▶ WHAT THE TASK REQUIRES
State the number of lines below in which the word "paint" appears. Nothing else belongs in the answer.

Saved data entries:
= = = = =

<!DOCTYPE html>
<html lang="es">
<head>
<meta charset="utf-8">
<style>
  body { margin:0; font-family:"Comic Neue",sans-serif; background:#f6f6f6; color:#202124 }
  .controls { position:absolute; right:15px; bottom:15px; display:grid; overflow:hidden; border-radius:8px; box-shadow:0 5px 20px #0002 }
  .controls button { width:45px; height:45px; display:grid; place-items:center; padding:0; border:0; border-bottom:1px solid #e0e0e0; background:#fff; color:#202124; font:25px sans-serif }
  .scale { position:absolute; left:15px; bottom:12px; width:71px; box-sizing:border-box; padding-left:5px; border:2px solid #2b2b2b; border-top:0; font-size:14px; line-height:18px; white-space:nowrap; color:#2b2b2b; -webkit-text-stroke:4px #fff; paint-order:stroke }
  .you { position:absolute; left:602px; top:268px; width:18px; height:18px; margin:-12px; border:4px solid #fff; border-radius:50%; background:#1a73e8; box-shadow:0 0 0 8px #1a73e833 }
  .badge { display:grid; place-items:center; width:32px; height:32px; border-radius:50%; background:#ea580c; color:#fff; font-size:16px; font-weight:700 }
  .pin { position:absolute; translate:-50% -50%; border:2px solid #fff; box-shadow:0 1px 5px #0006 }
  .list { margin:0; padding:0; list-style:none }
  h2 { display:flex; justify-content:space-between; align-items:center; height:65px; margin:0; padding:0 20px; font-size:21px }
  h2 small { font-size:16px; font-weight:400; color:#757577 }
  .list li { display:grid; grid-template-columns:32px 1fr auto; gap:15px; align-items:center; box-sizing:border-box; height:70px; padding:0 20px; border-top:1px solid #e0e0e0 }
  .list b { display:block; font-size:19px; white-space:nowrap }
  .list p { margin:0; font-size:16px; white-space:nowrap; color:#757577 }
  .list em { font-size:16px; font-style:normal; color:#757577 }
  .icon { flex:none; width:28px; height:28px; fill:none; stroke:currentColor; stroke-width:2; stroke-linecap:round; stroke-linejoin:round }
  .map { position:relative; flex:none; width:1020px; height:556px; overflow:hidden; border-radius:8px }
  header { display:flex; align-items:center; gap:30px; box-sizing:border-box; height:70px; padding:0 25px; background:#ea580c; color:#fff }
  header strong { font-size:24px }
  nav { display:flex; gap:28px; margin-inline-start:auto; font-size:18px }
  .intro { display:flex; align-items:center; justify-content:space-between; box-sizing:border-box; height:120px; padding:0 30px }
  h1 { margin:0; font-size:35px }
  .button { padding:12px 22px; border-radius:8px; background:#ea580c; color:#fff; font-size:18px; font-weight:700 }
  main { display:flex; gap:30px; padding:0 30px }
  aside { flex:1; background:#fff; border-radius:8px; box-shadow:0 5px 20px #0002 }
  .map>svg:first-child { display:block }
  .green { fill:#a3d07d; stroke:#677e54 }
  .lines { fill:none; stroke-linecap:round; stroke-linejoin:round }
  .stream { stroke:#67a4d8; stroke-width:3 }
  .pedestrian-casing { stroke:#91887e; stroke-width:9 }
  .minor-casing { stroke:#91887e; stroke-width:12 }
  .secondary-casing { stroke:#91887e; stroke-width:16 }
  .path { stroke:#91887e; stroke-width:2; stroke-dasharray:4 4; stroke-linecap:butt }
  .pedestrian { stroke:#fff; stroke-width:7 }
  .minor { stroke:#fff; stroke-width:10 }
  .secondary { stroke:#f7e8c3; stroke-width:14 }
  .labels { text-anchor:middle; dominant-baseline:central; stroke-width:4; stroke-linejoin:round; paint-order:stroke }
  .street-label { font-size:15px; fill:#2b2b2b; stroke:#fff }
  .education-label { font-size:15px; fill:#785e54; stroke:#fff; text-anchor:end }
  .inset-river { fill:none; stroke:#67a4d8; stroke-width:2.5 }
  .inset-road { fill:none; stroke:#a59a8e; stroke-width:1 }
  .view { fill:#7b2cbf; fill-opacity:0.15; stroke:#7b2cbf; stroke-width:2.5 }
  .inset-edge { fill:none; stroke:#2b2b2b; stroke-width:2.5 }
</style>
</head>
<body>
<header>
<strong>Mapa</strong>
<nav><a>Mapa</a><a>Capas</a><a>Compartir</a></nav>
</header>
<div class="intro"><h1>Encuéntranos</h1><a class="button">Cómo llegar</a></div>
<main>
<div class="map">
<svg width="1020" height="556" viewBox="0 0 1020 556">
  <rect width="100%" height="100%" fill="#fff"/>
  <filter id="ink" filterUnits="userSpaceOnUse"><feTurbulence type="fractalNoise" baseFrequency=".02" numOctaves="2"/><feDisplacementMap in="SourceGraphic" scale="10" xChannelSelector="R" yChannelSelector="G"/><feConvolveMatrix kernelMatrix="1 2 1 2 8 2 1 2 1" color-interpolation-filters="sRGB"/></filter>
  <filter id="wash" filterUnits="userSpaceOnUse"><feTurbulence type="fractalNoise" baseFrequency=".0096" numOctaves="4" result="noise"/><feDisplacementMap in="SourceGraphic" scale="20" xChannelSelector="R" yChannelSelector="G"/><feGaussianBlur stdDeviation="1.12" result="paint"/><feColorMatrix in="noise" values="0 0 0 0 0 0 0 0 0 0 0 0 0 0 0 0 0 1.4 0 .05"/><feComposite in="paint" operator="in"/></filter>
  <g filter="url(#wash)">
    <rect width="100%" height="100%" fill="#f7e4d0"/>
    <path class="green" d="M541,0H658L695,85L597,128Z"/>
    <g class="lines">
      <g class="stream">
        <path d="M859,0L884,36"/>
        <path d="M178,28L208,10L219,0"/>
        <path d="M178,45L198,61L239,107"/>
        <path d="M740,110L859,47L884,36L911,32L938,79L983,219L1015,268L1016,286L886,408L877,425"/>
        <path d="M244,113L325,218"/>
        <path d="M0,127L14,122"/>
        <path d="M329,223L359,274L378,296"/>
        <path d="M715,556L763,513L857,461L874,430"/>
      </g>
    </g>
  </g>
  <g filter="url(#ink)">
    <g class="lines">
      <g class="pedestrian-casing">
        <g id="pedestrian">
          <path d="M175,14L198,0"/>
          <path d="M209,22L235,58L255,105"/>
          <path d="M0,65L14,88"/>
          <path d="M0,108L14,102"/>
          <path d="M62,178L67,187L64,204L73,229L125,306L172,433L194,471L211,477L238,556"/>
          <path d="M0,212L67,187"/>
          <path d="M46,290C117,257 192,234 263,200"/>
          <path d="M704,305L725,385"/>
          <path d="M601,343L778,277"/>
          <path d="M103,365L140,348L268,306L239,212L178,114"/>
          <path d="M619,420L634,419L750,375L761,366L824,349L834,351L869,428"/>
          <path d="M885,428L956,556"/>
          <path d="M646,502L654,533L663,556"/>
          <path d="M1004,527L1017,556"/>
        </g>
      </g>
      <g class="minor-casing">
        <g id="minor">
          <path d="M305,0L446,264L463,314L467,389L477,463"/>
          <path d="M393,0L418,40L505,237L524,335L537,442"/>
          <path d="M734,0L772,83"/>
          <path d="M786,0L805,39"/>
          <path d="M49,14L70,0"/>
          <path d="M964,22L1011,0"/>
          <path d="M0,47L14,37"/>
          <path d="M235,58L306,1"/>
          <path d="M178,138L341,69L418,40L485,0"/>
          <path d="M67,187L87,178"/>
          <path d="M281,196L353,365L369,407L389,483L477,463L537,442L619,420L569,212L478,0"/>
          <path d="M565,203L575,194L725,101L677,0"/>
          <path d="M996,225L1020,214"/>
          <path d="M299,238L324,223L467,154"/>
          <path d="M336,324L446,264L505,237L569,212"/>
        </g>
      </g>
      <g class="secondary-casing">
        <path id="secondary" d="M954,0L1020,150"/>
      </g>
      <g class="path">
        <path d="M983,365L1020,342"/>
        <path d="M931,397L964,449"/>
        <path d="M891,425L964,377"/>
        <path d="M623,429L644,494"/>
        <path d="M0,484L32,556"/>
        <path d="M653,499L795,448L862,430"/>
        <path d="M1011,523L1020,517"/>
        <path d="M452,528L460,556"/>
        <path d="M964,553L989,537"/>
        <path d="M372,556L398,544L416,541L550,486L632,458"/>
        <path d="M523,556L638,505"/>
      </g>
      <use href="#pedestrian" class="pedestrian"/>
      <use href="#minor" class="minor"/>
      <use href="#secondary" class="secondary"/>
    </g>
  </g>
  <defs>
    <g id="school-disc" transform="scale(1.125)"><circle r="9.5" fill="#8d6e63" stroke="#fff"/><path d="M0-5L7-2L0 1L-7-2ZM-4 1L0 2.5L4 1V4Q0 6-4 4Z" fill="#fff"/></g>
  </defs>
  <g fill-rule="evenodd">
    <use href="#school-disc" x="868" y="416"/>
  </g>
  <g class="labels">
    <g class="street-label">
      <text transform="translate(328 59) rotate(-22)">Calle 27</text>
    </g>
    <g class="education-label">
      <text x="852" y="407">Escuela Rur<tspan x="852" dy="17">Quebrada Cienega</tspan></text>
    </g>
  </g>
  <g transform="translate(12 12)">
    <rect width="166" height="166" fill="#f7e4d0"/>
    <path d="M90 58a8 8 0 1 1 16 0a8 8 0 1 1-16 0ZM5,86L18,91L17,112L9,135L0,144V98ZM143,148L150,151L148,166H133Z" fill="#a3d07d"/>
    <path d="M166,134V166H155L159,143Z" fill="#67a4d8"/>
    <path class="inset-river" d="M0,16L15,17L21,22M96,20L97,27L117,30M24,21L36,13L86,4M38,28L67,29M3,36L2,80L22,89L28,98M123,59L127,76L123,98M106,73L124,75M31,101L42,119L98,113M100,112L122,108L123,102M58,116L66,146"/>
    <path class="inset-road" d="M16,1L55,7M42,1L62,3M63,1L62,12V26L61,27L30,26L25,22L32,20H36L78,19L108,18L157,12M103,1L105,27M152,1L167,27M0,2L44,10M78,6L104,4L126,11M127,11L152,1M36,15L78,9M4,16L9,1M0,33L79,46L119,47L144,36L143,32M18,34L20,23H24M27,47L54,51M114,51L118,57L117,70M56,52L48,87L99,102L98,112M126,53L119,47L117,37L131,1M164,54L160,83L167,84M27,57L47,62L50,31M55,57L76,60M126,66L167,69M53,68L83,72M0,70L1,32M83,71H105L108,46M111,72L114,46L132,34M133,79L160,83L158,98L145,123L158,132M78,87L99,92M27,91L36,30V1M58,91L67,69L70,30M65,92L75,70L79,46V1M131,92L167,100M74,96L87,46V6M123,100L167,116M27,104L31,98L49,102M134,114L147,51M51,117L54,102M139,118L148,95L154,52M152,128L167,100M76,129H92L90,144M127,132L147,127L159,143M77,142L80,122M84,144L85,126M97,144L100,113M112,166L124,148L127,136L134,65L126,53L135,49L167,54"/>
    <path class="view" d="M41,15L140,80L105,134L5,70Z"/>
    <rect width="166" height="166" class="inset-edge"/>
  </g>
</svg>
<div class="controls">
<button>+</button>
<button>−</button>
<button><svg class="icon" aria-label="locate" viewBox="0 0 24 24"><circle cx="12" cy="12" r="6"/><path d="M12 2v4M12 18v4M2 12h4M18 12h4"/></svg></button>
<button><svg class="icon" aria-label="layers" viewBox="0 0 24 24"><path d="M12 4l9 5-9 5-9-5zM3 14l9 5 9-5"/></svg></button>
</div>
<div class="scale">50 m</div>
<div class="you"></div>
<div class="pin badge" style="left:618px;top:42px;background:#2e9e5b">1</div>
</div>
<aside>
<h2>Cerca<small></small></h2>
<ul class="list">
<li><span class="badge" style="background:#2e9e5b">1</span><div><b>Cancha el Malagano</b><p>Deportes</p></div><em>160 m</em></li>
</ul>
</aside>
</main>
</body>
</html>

= = = = =

▶ SOLVED PROBLEM
3